Sinergitas pengelolaan hiu ini diharapkan dapat memperjelas pembagian peran antarlembaga dalam mendukung pengelolaan hiu yang berkelanjutan.

Sementara itu Kepala Unit Pelayan Teknis (UPT) Laboratorium Pengujian dan Pengawasan Mutu Hasil Perikanan (LPPMHP) NTT Januario da Luz mengatakan keterbatasan ketersediaan sumberdaya di daratan akan mendorong semakin banyaknya penduduk yang berusaha di pesisir dan laut pada masa yang akan datang.

"Ekosistem pesisir yang terdapat di sekitar pulau-pulau tersebut telah memberikan manfaat secara fisik sebagai pelindung pulau-pulau dari bahaya abrasi, gelombang, badai dan tsunami," katanya.

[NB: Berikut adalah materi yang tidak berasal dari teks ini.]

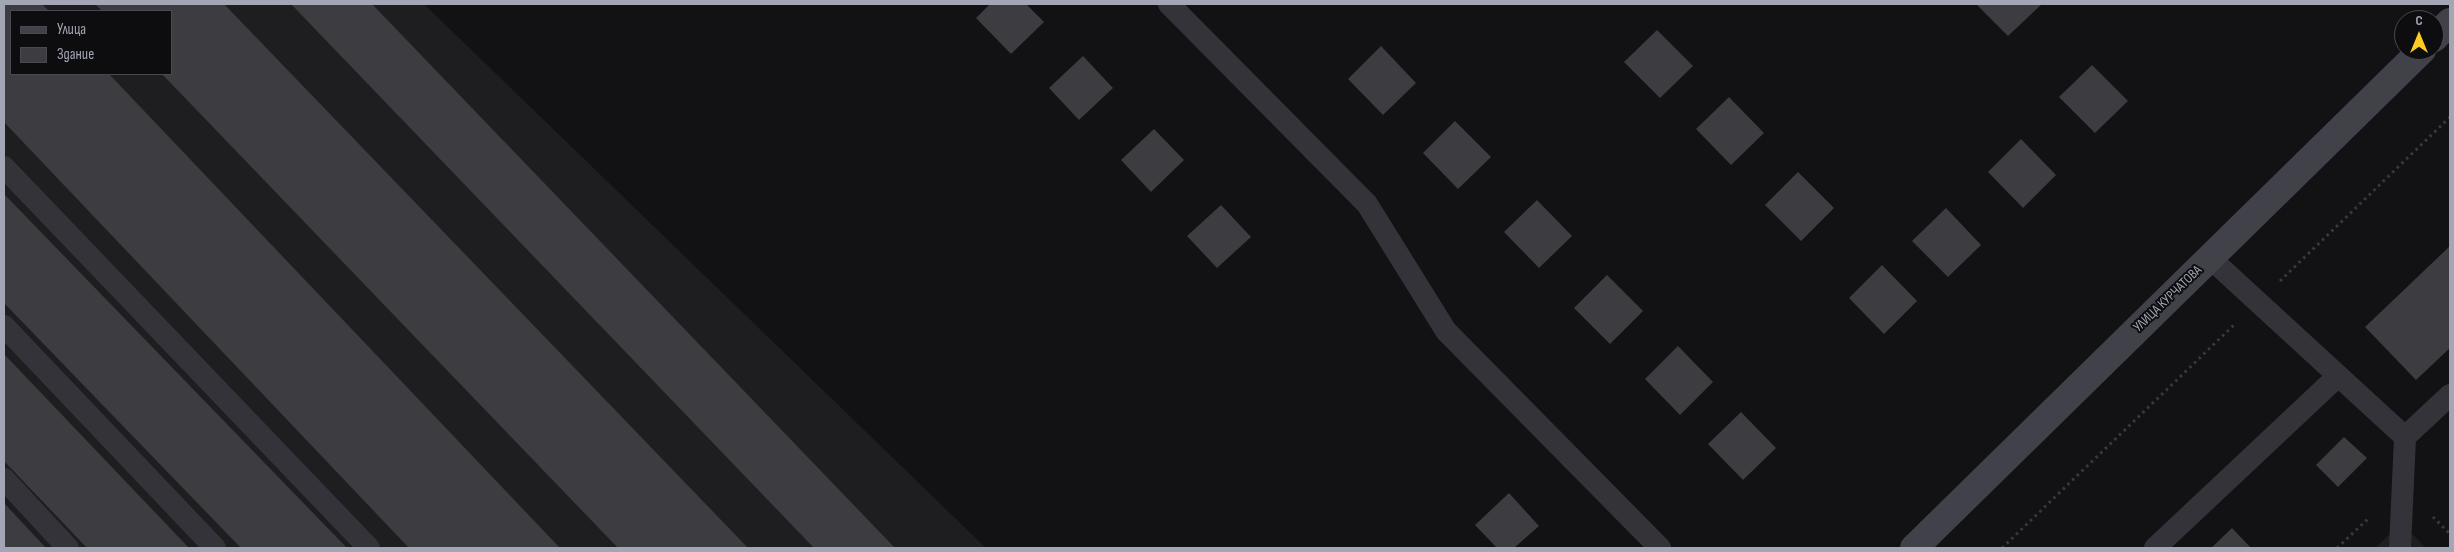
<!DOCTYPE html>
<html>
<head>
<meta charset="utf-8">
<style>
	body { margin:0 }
	#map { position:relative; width:2454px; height:552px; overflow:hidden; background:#121214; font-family:"Sofia Sans Condensed",sans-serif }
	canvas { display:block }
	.frame { position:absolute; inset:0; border:5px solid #a3a6b5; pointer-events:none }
	.legend { position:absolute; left:10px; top:10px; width:162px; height:65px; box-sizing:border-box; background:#0d0d0f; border:1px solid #494a51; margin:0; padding:6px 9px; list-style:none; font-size:15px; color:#a3a6b5 }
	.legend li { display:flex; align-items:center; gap:10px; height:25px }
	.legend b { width:25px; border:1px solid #494a51 }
	.north { position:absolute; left:2394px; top:10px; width:50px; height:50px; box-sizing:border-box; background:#0d0d0f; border:1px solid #494a51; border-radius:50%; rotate:0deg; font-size:14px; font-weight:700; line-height:20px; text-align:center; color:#a3a6b5 }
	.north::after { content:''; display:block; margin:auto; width:18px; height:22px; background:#fdcb21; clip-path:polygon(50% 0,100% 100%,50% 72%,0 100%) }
</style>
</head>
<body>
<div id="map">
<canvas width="2454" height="552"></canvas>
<div class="frame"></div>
<ul class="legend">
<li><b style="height:6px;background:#414249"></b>Улица</li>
<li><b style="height:14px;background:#3c3c41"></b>Здание</li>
</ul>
<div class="north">С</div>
</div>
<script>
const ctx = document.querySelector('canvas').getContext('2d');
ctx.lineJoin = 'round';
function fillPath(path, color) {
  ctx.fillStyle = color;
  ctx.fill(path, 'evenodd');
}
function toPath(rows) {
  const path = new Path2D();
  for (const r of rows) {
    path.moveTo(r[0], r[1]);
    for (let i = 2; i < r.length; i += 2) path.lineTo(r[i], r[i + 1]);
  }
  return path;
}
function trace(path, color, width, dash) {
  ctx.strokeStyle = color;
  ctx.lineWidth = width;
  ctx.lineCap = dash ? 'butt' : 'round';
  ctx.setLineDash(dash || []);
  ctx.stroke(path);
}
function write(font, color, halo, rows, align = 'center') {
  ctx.font = font + ' "Sofia Sans Condensed",sans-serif';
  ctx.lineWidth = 4;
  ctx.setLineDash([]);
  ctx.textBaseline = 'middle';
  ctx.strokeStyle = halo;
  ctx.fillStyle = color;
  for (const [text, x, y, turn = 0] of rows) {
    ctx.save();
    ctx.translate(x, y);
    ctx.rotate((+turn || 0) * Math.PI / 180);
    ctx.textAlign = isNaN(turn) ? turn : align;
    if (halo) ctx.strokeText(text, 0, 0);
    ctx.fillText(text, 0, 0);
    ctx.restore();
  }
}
fillPath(toPath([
	[4,4,424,4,986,548,4,548],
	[11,11,171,11,171,74,11,74],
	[2401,523,2426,548,2375,548]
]), '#1e1e21');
fillPath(toPath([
	[4,4,42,4,49,11,11,11,11,74,109,74,560,548,409,548,4,122],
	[95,4,224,4,748,548,618,548,162,74,171,74,171,11,102,11],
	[291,4,372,4,895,548,814,548],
	[990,4,1026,4,1044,22,1011,54,976,18],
	[1976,4,2042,4,2008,36],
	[1657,30,1693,66,1660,98,1624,62],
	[1381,46,1416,83,1383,115,1348,79],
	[1083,56,1113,88,1079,120,1049,88],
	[2092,65,2128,101,2095,133,2059,97],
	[1729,97,1764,133,1731,165,1696,129],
	[1455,121,1491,157,1458,189,1423,153],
	[1154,129,1184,160,1151,192,1121,160],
	[2021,139,2056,175,2023,208,1988,172],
	[1798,172,1834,208,1801,241,1765,205],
	[4,194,347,548,241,548,4,303],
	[1537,200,1572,236,1539,268,1504,232],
	[1221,205,1251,237,1217,268,1187,236],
	[1946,208,1981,245,1948,277,1912,241],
	[2450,246,2450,348,2416,380,2365,327],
	[1882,265,1917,301,1884,334,1849,298],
	[1607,275,1643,311,1610,344,1574,308],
	[1678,346,1713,382,1680,415,1645,379],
	[4,354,189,548,87,548,4,461],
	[1741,412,1776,448,1743,480,1708,444],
	[2344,437,2367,458,2338,487,2316,465],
	[1509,493,1539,526,1514,548,1497,548,1475,525],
	[4,503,46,548,4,548],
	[2232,528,2251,548,2211,548]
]), '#3c3c41');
trace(toPath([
	[2280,281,2450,117],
	[2433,517,2450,534],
	[2002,548,2236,323],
	[2337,548,2369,518]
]), '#393a40', 3, [2.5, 4]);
trace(toPath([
	[1169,4,1367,204,1446,331,1660,548],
	[4,167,369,548],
	[2210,258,2405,437,2450,395],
	[4,326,215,548],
	[4,479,68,548],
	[2155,548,2338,376],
	[2400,548,2405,437]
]), '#333339', 22);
trace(toPath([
	[2434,38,2450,22],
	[1914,548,2422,50]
]), '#414249', 28);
write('14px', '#a3a6b5', '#0d0d0f', [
	["УЛИЦА КУРЧАТОВА",2168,299,-44]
]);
</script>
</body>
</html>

Di samping itu keberadaan ekosistem pesisir serta sumberdaya hayati yang terkandung di dalamnya telah pula memberikan keuntungan secara ekonomi bagi penduduk yang mendiami pulau-pulau tersebut, katanya.

Sebagai negara mega biodiversity, katanya, Indonesia sudah selayaknya menjaga keanekaragaman flora, fauna dan mikroba yang ada di dalamnya.

"Salah satu yang harus dijaga, adalah keberadaan spesies hiu dan pari yang jumlahnya terus menyusut di dunia dan khususnya di Indonesia," katanya.

Menurut dia, di dunia saat ini terdapat 5-30 juta spesie flora, fauna dan mikroba. Dari jumlah tersebut, 1,7 juta diketahui berada di Indonesia.

"Namun di Indonesia, dari jumlah tersebut baru 300 ribu spesies yang sudah bernama. Selebihnya, ya belum memiliki nama. Termasuk, seperti Hiu dan Pari yang sudah bernama," katanya.

Dengan jumlah sebanyak itu, katanya, Indonesia memiliki kewajiban untuk terus menjaganya dengan baik, karena itu menjadi bagian dari kekayaan hayati dunia. Kewajiban tersebut juga sesuai dengan Konvensi Rio de Janeiro 1992 yang membahas tentang kenakeragaman hayati dunia.

"Indonesia salah satu anggota dan berkomitmen untuk ikut terlibat. Makanya, Indonesia kemudian meratifikasinya melalui Undang-Undang No 5 Tahun 1994," jelas dia.

Dari 300 ribu spesies yang ada di Indonesia, ada 118 spesies hiu dan 101 jenis spesies pari. "Jumlah tersebut menjadi bagian dari 500 spesies hiu dan pari dunia. Dengan jumlah tersebut, pemanfaatan hiu dan pari dari hari ke hari semakin tinggi," katanya.

"Dan itu bisa mengancam populasi spesies tersebut. Kalau tidak diatur maka akan semakin terancam lagi. Apalagi di Indoensia produksinya per tahun bisa mencapai 100 ribu ton hiu dan pari. Kita jadi negara produsen terbesar di dunia," katanya.